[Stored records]

►

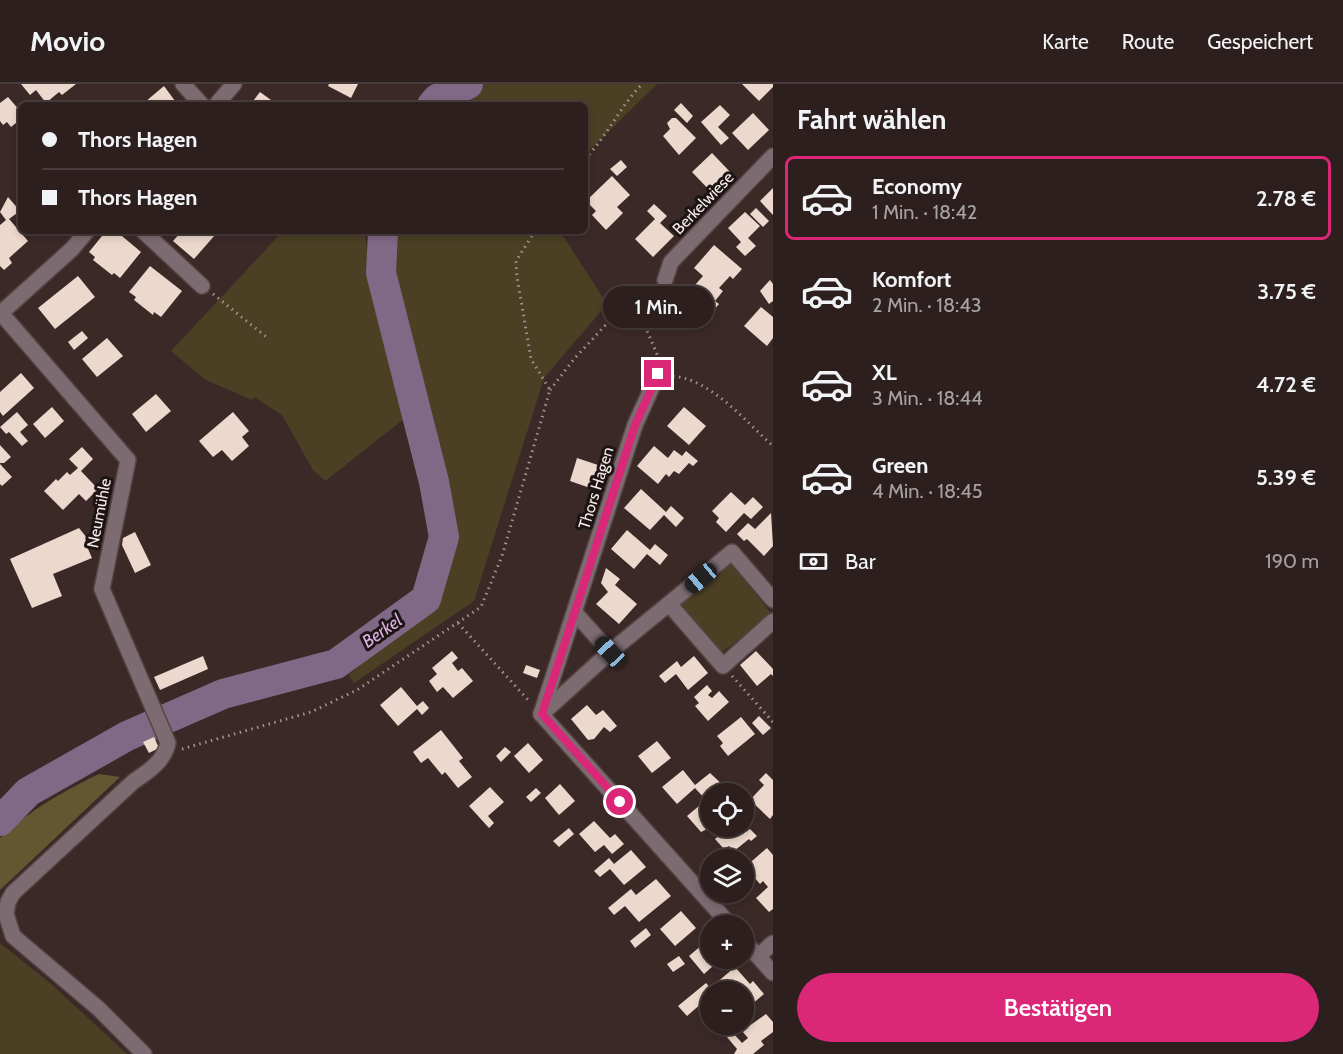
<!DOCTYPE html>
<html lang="de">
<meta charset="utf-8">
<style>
body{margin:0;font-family:Cabin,sans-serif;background:#342727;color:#f1f3f6;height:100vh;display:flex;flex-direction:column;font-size:22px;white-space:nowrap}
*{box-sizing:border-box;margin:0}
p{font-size:20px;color:#a6a2a4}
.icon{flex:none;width:33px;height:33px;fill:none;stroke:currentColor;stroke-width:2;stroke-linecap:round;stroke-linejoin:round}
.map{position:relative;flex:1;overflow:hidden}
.sheet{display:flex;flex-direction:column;background:#2c1f1e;width:570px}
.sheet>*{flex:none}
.top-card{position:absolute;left:18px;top:18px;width:570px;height:132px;border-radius:9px;box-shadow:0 3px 9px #0003,0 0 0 2px #483d3c;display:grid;align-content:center;height:132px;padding:0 24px;background:#2c1f1e}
.controls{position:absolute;left:700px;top:699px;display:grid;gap:12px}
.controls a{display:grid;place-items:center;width:54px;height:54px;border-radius:50%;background:#2c1f1e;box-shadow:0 3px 9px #0003,0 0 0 2px #483d3c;font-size:30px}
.end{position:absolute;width:27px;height:27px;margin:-14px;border:8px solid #db2777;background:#fff;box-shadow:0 0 0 3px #fff}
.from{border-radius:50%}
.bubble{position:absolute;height:42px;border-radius:21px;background:#2c1f1e;box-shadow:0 3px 9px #0003,0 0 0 2px #483d3c;font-size:20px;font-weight:600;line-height:42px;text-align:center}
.car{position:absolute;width:18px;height:36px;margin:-18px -9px;border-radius:8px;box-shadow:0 0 4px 2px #0007;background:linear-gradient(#222 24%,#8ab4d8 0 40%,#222 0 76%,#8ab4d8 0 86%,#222 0)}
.top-card b{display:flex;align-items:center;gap:21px;height:57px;font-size:22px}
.top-card b+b{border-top:2px solid #483d3c}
.top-card i{width:15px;height:15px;background:#f1f3f6}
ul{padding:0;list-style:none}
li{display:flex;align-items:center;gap:18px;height:84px;margin:0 12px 9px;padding:0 12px;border:3px solid transparent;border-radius:9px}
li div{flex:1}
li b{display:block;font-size:22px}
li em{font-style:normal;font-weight:600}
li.current{border-color:#db2777}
li>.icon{width:54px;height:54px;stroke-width:1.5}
h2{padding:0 24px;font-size:27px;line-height:72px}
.pay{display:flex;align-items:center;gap:15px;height:66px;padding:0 24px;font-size:22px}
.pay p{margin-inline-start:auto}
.button{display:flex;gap:12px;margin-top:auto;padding:12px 24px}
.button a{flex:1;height:69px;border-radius:36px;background:#db2777;color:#fff;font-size:24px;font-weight:600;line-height:69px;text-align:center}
header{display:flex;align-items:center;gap:36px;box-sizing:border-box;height:84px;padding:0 30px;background:#2c1f1e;border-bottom:2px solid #483d3c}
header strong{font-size:28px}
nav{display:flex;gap:33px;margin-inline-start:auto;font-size:21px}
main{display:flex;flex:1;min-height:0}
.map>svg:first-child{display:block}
</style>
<header>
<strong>Movio</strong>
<nav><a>Karte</a><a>Route</a><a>Gespeichert</a></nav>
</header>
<main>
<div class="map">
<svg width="773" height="970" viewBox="0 0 773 970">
<rect width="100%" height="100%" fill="#3b2928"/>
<g fill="#4b4024">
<polygon points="484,0 657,0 585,71 585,21 442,21"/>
<polygon points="283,147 365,147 372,207 404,335 325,397 313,386 282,331 254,313 252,316 206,296 171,267"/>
<polygon points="389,147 560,147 607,220 544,294 474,517 354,599 349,591 430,519 450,448 388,191"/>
<polygon points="730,477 773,532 722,568 679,520"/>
<polygon points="0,859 50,899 127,970 0,970"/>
</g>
<path fill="#655632" d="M99,690L120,693L0,806V754C32,725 60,709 99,690Z"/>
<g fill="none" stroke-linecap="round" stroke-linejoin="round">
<g stroke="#816887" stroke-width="30">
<polyline points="432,21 437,15 468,0"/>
<polyline points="0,737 28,708 127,652 223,610 336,580 426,515 444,453 434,398 381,189 383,147"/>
</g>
</g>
<g fill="#ecd8cc">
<polygon points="21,0 76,0 62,11 59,8 46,19 36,6 30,11"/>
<polygon points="329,0 358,0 351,14 328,2"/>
<polygon points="742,0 773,0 773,3 759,17"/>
<polygon points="164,2 178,21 148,21 145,18"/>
<polygon points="260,8 278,21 250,21"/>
<polygon points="8,13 21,28 21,35 11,43 7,38 3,41 0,37 0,19"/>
<polygon points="681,19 693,32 687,39 674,26"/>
<polygon points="720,21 730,31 718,43 729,54 721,61 701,38"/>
<polygon points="753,29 769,46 748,66 732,49"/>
<polygon points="672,34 676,34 696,54 679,71 663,52 670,45 667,39"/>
<polygon points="712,69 733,91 713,110 692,88"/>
<polygon points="621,76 627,83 617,92 610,85"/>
<polygon points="612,92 630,111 617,123 623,129 606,146 592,131 596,127 586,117"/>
<polygon points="773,104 773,131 760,117"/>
<polygon points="8,113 20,127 9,135 28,157 9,174 12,179 4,186 0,182 0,141 6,136 0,128"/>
<polygon points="654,120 667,132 660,139 674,152 653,173 635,155 655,135 647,127"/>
<polygon points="756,124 769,137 763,143 750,130"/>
<polygon points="745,128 760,142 748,154 756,162 745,172 736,163 741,158 728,144"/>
<polygon points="106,147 116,147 141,168 120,194 114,189 112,191 93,176 95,173 89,168"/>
<polygon points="182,147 211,147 215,151 194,175 173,157"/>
<polygon points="714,161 742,185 733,195 730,192 719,204 723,207 715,217 719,220 713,227 710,225 698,238 693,234 686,243 670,228 684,217 681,214 689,205 700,215 704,209 695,201 703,192 694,184"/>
<polygon points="150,182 182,207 161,233 154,228 153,231 134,216 136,213 129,208"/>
<polygon points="78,192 95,213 55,245 38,224"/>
<polygon points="770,196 773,200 773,217 769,220 760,207"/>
<polygon points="761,223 773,233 773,254 767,262 744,242"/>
<polygon points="82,247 88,254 74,266 68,258"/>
<polygon points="107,254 123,272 97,293 82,275"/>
<polygon points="21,289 34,304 3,332 0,328 0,308"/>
<polygon points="156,310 171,327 146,348 132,330"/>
<polygon points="52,323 64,337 45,354 33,340"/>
<polygon points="684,323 706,342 689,361 667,342"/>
<polygon points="17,328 28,341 20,348 28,357 22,362 9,348 6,350 0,343"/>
<polygon points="233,328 249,347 242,353 249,362 232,377 222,366 213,373 199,357"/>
<polygon points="0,361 11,373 4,379 0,379"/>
<polygon points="654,362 668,374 674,366 682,372 686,367 698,377 693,382 689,379 679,390 674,387 669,393 666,390 658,400 637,382"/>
<polygon points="82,363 93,375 81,387 98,405 86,417 79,410 63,426 44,407 56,395 58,397 67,388 70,391 78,384 69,375"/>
<polygon points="577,374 601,382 593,405 570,397"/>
<polygon points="0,380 12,393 2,402 0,400"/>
<polygon points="641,405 666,428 671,422 684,434 676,443 664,431 650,446 624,424"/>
<polygon points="731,408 745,421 753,413 763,423 751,435 744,429 726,448 716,438 719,434 712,427"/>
<polygon points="771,429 773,462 764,472 747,455 744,457 737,450 748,439 755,445"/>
<polygon points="79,444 87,454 85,458 92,474 53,490 62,512 32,524 10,475"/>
<polygon points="627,446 650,466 655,460 668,471 660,481 647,470 634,485 611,465"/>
<polygon points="135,448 151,481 135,489 122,461 123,454"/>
<polygon points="606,484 620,495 615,501 637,520 619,540 596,520 608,508 601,499"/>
<polygon points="452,567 458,574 452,579 458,587 462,584 473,597 453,614 443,603 437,608 429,597 437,590 432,584"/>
<polygon points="756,567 773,585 773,592 771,590 757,602 740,581"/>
<polygon points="203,572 208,585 160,606 154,593"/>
<polygon points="694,572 708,589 688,606 676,590 665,599 659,592 677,577 681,583"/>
<polygon points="526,581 540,586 537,594 523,589"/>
<polygon points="707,601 712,607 708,611 712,614 719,607 729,618 708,637 695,622 699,619 694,613"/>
<polygon points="401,603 417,622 423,617 429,624 422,631 417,625 398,642 380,621"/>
<polygon points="587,621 596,631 603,626 617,642 610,648 604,643 594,655 588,656 571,635"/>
<polygon points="759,632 771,644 763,651 752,639"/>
<polygon points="741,633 755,650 728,672 720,662 723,659 717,652"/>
<polygon points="441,646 463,674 459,677 472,693 458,704 445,688 442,691 428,674 421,679 413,668"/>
<polygon points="154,653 159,664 149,669 143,658"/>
<polygon points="657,657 671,674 652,689 638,672"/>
<polygon points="528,659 543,676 529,689 514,672"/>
<polygon points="505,663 511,668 501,678 496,672"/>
<polygon points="683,686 695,701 710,689 725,703 717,710 711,710 709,716 711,743 701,748 687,732 706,716 695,704 677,720 662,703"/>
<polygon points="766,689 773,696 773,731 770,735 750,716 764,701 759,696"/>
<polygon points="560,700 575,717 559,731 545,714"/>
<polygon points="490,703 504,718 488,732 494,739 489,744 469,722"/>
<polygon points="536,704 541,709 531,718 526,713"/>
<polygon points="744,721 755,731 744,741"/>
<polygon points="594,737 610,754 615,750 624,760 612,770 604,761 595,768 579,750"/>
<polygon points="730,742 741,742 746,748 750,745 757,752 751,757 749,755 734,767 729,762 724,765 715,755"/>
<polygon points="569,744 574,750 559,763 553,757"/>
<polygon points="767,764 773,771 773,825 769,828 756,814 768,803 763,797 760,800 745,783"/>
<polygon points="631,766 646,783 624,801 610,785 600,793 594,787 609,774 614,780"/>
<polygon points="656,795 671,812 639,838 625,822 614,831 608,824 631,805 636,811"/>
<polygon points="681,827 696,844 675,862 660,845"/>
<polygon points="646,844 651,851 635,864 630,857"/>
<polygon points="709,855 711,874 722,874 704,890 689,872"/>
<polygon points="679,872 685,880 673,888 667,880"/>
<polygon points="735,883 750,900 753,897 764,910 751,921 746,914 744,915 744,908 721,908 715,900"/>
<polygon points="706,899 712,906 700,916 702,919 687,932 678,922"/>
<polygon points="766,930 773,938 773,948 761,957 764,961 753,970 734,970 737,965 716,940 725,940 742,959 748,954 742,947"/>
</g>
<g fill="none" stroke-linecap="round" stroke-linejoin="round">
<g stroke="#564443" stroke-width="18">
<g id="street">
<polyline points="183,0 202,21"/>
<polyline points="216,21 234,0"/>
<polyline points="143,147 202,202"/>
<polyline points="665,196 671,178 773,72"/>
<path d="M0,228L128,376L102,505L168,659C164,678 147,688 133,698L13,809L8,818L6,830L13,852L99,925L144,970"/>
<polyline points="1,229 72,165 87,147"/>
<polyline points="669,520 723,582 773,537"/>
<polyline points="576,530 610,568"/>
<polyline points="544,628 610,568 732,468 773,516"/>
<polyline points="541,630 635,341 658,290"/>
<polyline points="541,630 731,842"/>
<polyline points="744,857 773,889"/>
<polyline points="758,872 773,859"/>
</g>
</g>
<g stroke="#a39392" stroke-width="3" stroke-dasharray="1.5 4.5" stroke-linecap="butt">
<path d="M585,75C607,52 620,23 642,0"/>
<polyline points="213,210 269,255"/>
<polyline points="633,214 659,275"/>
<path d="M673,292C712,296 745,337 773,362"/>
<polyline points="550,306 574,275 640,204 652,200"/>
<polyline points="458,539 530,618"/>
<polyline points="732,592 773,638"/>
<polyline points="182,665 311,628 357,606 481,523 502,472 550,306 531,275 517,193 516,177 535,147"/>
</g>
<use href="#street" stroke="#7d6b72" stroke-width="15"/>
</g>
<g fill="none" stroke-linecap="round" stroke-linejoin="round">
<polyline stroke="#db2777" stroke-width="8" points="620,718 542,630 635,341 658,290"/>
</g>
<g text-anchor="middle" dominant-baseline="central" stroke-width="6" stroke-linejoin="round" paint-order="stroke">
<g font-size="16" fill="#f9eceb" stroke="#1d1414">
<text transform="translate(703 119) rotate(-46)">Berkelwiese</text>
<text transform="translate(596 404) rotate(-73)">Thors Hagen</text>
<text transform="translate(99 429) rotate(-79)">Neumühle</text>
</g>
<g font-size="18" font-style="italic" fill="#dbb1e5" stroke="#1d1414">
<text transform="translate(382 547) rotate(-35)">Berkel</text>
</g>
</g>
</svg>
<div class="controls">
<a><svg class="icon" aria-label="locate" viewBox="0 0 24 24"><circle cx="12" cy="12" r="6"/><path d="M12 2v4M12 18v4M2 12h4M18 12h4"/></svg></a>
<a><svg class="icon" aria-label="layers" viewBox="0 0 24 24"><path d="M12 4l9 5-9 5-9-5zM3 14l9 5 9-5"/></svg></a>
<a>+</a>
<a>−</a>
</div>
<i class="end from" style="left:620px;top:718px"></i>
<i class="end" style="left:658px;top:290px"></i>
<div class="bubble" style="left:603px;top:202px;width:111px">1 Min.</div>
<i class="car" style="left:701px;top:494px;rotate:230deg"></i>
<i class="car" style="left:610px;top:568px;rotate:317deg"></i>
<div class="top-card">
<b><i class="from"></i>Thors Hagen</b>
<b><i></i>Thors Hagen</b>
</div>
</div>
<section class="sheet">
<h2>Fahrt wählen</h2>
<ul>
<li class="current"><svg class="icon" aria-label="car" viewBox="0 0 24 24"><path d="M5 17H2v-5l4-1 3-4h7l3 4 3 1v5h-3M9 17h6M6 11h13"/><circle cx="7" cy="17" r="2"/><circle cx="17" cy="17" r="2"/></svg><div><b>Economy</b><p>1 Min. · 18:42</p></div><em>2.78 €</em></li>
<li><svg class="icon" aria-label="car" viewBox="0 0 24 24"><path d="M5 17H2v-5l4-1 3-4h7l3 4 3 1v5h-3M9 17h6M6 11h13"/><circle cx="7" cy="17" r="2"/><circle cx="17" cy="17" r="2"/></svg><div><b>Komfort</b><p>2 Min. · 18:43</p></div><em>3.75 €</em></li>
<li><svg class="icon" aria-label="car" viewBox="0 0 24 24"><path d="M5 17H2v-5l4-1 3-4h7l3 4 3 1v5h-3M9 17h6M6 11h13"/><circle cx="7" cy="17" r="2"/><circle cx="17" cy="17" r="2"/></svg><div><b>XL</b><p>3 Min. · 18:44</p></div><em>4.72 €</em></li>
<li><svg class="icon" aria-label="car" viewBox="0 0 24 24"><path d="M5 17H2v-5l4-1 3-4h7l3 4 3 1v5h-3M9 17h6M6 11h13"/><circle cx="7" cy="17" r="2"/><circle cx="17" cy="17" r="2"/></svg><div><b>Green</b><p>4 Min. · 18:45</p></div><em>5.39 €</em></li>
</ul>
<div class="pay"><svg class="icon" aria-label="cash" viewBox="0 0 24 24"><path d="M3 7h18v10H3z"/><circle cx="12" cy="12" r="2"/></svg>Bar<p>190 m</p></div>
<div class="button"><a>Bestätigen</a></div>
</section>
</main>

◄

EXERCISE
From the data, collect all lines where the string "inline" appears.

WRITTEN RESPONSE
.pay p{margin-inline-start:auto}
nav{display:flex;gap:33px;margin-inline-start:auto;font-size:21px}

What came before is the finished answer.